Dhanushkodi-Church-Ruin.png

Blog

Updates and Information

Book of the Week: A Bend in the River by V. S. Naipaul

Blackstone Audio, 2004.

Blackstone Audio, 2004.

Book 34: A Bend in the River by V. S. Naipaul

To be honest I’m not reading much of anything these days; however, in the late hours of the night, when I’m waiting for my baby to fall asleep, I put one ear bud in and listen to an audiobook. In a haze, I mostly follow the plot.

Earlier this year, when V. S. Naipaul died, I confess I was unfamiliar with his work. I listened to his obituary on NPR and that piqued my curiosity enough to look further. I browsed his internet bios and thought that he was a writer I should know. I wasn’t really sure where to start, but after looking at a few different options, I chose A Bend in the River mostly because Obama put his summer reading list out and included A House for Mr. Biswas. I didn’t want to read what everyone else read.

A Bend in the River is the story of Salim, the son of wealthy Indian colonists in east Africa at the dawn of African independence. Salim’s family has been in Africa for generations and own successful businesses. They live on a compound in a port city and have several African slaves. Salim, sensing that the Africans in his city are about to force independence and seize control of property owned by colonizers, decides to make his own way. He buys a shop in an interior city where the river bends, making it an essential stop for all river traffic. This city was previously a European colony and there is some hope that it will be a thriving trade port again. There, he slowly builds a life in business.

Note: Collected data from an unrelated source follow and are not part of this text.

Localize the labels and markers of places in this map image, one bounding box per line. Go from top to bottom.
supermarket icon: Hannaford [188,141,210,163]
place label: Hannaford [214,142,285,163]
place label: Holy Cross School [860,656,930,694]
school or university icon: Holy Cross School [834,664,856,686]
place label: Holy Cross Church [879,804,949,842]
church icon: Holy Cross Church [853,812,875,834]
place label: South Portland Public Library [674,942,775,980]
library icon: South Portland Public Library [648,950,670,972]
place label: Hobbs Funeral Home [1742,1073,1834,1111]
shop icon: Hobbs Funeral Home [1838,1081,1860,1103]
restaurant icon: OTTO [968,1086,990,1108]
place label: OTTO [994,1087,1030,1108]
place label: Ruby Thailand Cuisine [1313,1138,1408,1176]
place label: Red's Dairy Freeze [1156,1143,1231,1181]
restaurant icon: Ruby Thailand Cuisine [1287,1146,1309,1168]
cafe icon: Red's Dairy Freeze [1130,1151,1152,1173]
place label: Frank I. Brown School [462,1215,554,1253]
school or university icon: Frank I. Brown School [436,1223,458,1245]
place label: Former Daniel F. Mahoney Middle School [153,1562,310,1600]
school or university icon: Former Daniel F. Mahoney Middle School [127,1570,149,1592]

Salim’s life is an interesting look at the fall of colonialism in Africa through non-western eyes. Salim’s family is very invested in colonial Africa. Salim himself intends to get what he can out of it and then get out before he becomes persona non grata. That plan deteriorates as Salim discovers that he has no place to “get out” to. Although Salim’s dark skin and his muslim faith distinguishes him from western colonizers, his life in Africa is built upon generations-old patron relationships that require him to bring one of his family’s former slaves inland with him to care for him.

Naipaul’s Africa is an uncomfortable one. Through the eyes of Salim, the end of colonial rule is simply inevitable and it is not necessarily lamentable. Nevertheless, the narrative itself portrays African self-rule as a tragic regression in economic, cultural, and technological terms. Politically, leaders are corrupt power-brokers who use brash forms of populism in order to maintain their authority.

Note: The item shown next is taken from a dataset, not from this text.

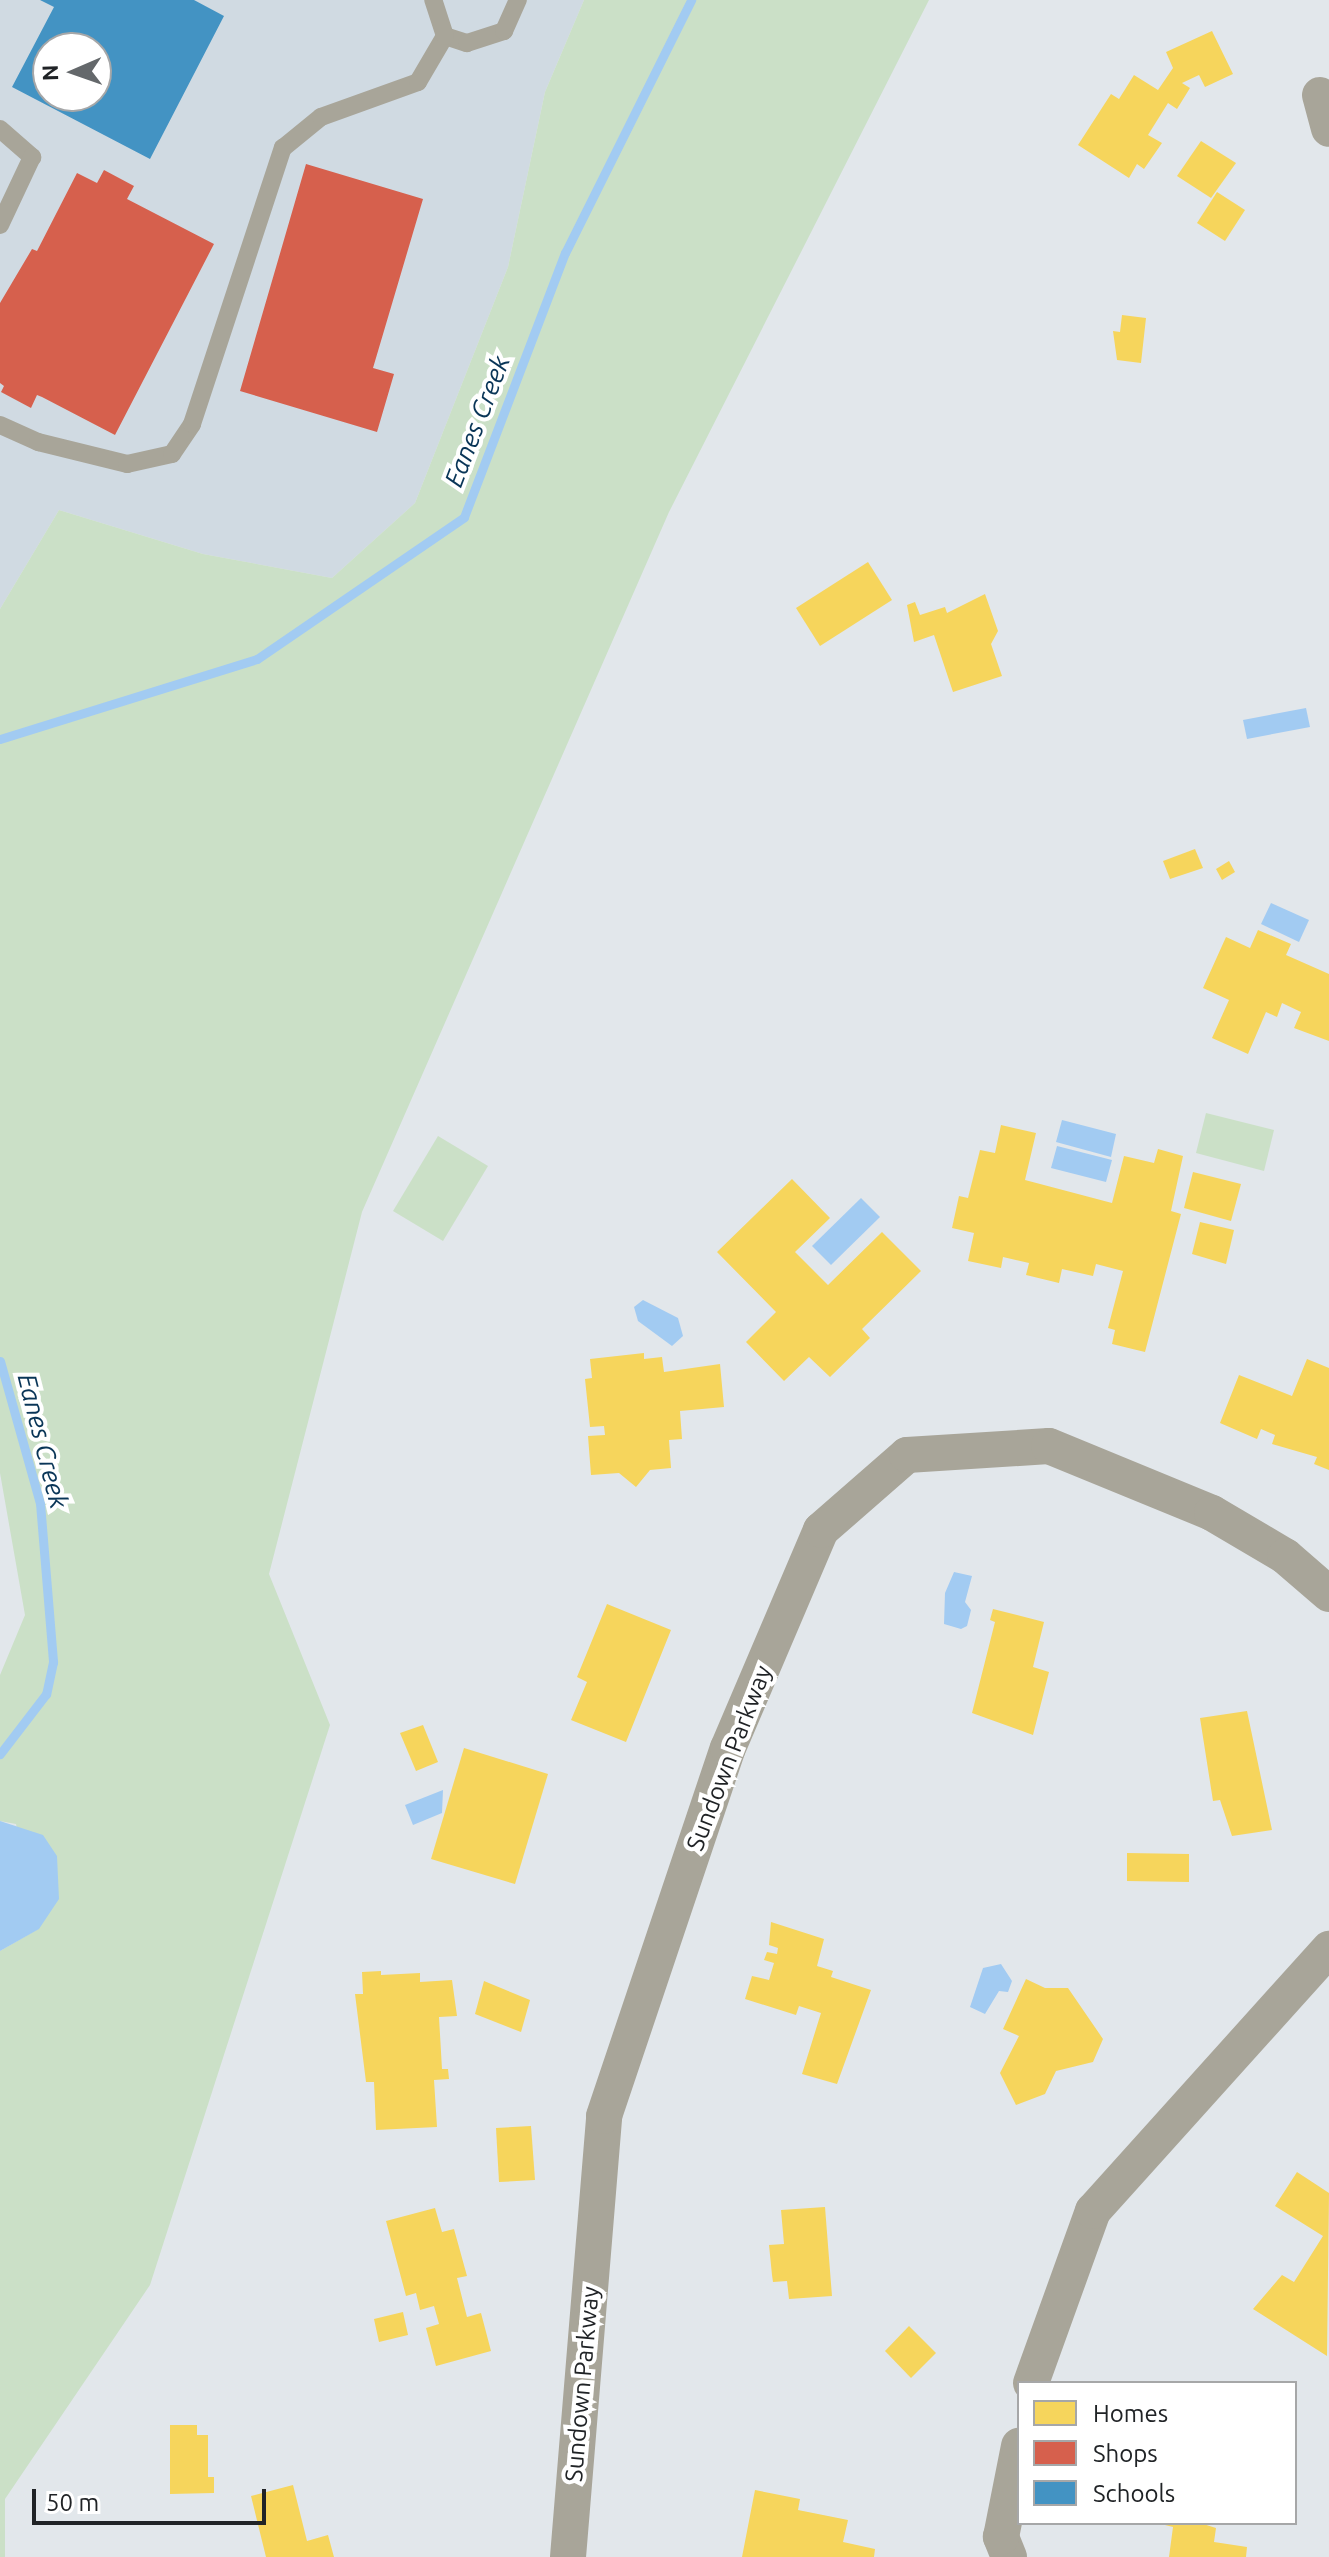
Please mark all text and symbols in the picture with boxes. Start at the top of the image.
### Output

In the end, Salim loses everything. Even then, he does not abandon Africa. In fact, it is finally Africa that turns on him, expropriating his business, arresting him for possessing Ivory illegally, and imprisoning him. He is only released on the condition that he leave and never return. And so, Salim, the African Indian, like so many of the Indians he grew up with on the coast, discovers that he is a man without a country. He cannot return to India, because he is not a citizen of India; but he cannot stay in Africa either. Salim is an African who is told one day that he is not welcome to be an African.